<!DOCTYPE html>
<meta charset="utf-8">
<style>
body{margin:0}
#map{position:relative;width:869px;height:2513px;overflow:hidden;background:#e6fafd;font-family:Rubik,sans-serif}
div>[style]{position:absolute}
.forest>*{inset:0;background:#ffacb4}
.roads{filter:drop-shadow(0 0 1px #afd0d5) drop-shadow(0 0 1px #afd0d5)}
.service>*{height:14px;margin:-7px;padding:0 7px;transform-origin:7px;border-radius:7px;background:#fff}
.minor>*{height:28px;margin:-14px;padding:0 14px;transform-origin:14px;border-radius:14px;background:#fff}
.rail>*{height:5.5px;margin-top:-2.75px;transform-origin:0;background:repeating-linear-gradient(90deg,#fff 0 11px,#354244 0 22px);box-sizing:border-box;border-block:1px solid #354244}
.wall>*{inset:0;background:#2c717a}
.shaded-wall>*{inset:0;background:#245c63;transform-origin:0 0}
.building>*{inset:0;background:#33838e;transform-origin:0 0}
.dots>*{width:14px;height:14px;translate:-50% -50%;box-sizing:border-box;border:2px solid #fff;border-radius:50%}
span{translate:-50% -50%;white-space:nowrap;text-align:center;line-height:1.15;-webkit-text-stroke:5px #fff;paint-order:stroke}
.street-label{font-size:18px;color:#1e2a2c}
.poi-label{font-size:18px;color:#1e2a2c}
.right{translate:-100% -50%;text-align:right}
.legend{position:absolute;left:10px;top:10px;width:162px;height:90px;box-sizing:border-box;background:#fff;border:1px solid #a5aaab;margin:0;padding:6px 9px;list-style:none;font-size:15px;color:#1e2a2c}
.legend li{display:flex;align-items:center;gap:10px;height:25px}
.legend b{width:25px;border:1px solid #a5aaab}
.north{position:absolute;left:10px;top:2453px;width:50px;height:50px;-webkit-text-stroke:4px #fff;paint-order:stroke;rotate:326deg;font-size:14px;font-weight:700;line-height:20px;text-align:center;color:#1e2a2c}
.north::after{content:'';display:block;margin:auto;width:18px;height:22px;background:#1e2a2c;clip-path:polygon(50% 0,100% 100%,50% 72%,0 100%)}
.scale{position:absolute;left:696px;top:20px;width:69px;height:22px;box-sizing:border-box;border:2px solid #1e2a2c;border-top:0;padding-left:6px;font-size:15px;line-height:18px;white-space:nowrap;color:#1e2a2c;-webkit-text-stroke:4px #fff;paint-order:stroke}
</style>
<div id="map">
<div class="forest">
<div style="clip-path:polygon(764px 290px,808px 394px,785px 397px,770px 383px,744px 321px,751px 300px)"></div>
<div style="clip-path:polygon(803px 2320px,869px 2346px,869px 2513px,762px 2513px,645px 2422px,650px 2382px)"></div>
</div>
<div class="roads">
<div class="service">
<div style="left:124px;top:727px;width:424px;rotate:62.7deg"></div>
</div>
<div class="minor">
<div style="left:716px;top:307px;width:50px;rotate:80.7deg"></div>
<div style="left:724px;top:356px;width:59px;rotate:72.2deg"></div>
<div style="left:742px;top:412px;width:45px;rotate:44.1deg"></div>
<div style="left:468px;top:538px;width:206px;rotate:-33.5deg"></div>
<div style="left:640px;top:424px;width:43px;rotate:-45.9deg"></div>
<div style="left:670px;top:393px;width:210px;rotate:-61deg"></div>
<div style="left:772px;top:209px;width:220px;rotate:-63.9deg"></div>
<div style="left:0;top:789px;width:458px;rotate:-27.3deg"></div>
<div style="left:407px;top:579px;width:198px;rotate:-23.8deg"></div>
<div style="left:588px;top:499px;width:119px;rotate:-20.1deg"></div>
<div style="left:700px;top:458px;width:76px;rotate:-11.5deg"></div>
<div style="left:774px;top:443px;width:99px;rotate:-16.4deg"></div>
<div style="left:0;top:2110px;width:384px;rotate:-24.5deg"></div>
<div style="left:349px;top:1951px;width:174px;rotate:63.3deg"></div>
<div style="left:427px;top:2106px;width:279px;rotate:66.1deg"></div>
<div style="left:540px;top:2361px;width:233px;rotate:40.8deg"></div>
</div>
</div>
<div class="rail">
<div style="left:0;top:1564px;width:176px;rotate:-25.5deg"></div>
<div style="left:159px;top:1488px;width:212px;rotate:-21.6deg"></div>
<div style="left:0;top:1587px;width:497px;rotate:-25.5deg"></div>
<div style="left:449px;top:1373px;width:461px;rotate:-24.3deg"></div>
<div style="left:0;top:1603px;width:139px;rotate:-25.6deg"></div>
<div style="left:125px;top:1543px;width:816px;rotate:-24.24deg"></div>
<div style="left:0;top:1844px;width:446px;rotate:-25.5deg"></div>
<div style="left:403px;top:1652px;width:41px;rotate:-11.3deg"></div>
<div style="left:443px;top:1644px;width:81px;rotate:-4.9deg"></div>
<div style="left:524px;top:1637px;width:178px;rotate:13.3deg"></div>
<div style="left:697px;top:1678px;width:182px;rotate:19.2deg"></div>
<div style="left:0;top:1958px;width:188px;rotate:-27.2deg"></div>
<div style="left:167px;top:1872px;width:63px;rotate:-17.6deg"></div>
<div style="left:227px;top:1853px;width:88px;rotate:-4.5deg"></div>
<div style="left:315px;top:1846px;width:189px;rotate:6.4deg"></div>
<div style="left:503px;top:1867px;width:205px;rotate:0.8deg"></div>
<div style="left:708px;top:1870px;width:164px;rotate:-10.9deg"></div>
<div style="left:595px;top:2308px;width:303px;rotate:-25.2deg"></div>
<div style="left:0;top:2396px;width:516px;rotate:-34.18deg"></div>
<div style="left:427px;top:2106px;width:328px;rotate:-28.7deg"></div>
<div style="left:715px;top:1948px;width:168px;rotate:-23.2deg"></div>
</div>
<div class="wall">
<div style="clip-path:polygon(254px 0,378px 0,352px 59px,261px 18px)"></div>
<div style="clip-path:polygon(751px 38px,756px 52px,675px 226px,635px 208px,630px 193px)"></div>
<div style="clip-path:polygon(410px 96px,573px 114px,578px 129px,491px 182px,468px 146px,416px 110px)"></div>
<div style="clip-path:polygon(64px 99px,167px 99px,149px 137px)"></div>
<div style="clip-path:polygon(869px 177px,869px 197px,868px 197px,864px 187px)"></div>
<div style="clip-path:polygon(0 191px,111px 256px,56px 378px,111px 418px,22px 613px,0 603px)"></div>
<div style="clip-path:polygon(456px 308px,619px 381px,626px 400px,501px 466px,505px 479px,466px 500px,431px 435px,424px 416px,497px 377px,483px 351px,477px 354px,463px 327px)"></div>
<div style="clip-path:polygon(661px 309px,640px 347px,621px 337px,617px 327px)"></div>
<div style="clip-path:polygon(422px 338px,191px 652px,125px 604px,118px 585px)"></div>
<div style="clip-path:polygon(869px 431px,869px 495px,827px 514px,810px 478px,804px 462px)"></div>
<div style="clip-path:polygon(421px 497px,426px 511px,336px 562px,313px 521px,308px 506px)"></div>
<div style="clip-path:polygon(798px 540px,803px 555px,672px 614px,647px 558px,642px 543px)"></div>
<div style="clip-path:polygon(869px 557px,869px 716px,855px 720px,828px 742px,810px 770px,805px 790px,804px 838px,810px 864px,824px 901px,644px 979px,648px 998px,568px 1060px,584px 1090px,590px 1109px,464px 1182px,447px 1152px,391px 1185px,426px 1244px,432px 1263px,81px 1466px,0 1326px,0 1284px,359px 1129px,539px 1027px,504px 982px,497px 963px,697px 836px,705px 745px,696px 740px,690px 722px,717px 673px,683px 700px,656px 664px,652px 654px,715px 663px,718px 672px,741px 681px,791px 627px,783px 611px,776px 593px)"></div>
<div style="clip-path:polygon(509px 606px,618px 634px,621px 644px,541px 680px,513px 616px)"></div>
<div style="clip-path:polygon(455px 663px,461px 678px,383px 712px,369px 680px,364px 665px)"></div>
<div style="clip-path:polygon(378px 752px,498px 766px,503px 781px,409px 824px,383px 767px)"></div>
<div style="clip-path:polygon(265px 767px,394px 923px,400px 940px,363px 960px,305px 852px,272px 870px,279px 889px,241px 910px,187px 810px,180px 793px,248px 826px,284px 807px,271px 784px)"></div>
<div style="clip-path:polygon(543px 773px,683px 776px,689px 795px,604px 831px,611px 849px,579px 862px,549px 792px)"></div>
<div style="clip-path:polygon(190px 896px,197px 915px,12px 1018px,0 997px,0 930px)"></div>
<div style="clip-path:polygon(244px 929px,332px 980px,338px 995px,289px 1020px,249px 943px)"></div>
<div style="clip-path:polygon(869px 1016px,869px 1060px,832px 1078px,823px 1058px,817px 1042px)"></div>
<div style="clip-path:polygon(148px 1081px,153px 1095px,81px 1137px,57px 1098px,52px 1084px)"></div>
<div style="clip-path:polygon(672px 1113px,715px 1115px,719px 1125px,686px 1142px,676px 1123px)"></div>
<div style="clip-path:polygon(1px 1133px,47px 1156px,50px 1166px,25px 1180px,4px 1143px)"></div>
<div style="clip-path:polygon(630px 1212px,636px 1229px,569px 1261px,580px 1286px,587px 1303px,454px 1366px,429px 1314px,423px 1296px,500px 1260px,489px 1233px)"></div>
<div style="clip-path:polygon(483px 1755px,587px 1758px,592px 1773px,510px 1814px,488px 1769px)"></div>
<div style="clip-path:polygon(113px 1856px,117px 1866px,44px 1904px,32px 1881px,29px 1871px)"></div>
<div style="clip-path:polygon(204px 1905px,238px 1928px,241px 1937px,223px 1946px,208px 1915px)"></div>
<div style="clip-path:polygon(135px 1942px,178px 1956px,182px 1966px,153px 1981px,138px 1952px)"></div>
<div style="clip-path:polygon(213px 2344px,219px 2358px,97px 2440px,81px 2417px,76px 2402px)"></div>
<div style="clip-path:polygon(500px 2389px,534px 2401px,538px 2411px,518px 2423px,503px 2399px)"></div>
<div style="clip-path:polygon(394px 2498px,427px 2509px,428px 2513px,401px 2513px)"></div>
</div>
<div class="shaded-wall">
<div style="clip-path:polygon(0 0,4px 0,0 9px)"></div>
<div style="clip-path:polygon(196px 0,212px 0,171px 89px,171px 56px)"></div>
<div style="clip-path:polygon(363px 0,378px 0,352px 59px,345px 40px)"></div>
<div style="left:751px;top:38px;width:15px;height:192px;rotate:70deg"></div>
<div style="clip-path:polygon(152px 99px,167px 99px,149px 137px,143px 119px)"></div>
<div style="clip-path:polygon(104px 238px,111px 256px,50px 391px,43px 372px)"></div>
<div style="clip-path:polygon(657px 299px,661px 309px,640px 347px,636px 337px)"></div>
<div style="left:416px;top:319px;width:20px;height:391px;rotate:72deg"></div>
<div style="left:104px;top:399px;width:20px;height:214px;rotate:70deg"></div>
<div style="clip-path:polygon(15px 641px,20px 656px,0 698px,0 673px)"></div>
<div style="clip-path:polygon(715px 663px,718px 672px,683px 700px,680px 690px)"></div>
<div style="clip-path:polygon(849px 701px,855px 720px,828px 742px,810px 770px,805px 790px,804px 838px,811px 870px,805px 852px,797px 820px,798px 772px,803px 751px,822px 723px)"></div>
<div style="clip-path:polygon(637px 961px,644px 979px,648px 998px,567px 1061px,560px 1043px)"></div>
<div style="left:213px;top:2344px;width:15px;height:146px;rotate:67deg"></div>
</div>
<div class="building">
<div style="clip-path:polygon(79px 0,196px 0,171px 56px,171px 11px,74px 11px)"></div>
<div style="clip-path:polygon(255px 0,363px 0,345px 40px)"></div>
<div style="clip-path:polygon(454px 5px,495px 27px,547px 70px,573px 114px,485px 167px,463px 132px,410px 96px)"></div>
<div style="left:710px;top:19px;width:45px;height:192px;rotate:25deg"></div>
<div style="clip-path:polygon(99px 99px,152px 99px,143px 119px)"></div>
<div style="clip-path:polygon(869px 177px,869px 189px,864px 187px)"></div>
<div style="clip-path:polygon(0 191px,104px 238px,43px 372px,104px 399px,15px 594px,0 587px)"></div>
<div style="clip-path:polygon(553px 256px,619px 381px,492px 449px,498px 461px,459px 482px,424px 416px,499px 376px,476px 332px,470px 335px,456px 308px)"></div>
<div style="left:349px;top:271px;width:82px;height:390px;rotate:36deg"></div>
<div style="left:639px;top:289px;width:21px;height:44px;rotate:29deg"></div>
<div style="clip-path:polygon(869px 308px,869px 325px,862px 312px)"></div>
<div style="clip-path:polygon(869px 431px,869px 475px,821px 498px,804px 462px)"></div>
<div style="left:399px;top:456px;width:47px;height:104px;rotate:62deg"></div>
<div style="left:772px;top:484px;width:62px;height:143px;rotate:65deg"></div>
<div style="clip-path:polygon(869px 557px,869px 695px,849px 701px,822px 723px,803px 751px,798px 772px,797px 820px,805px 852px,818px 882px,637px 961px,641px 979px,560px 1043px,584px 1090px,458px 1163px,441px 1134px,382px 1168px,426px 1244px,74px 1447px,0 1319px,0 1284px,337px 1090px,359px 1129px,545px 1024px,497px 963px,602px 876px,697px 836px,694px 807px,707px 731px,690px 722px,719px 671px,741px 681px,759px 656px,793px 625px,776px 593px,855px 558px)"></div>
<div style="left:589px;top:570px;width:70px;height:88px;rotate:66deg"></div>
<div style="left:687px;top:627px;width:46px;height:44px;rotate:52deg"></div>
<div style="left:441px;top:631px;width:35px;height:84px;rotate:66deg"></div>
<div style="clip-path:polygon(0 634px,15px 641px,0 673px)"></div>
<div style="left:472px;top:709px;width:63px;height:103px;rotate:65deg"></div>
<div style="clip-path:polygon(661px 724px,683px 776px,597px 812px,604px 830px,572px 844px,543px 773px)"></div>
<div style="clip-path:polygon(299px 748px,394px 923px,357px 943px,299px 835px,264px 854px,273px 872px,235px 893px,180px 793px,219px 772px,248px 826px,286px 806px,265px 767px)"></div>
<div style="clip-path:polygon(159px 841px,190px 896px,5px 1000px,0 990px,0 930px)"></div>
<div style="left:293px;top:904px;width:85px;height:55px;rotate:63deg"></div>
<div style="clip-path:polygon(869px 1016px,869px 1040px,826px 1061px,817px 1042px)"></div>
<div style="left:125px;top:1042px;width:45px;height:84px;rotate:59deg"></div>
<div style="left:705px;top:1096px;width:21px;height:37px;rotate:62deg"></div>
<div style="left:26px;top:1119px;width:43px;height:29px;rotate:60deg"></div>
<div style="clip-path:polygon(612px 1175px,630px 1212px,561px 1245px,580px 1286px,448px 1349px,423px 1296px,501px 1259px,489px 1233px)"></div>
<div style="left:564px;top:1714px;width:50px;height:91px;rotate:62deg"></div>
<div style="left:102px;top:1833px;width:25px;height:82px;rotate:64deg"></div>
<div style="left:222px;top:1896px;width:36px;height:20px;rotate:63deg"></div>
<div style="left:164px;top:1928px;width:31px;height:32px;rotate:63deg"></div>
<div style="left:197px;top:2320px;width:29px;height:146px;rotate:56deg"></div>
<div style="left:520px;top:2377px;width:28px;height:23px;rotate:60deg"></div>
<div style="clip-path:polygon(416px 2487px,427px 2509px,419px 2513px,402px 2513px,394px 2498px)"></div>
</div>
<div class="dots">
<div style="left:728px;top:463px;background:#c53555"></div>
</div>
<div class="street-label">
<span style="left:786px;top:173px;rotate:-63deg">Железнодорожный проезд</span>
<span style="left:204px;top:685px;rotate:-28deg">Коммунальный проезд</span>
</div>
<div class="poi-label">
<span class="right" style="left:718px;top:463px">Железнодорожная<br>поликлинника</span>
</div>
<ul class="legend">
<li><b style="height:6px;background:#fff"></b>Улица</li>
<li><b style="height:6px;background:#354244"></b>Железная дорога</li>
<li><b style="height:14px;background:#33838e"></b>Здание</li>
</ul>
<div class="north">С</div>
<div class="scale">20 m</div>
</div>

#### [PROBLEM TO SOLVE]
Provide only the count of lines within the entries above that include the string "shaded".

#### [OUTPUT FOR THIS TASK]
2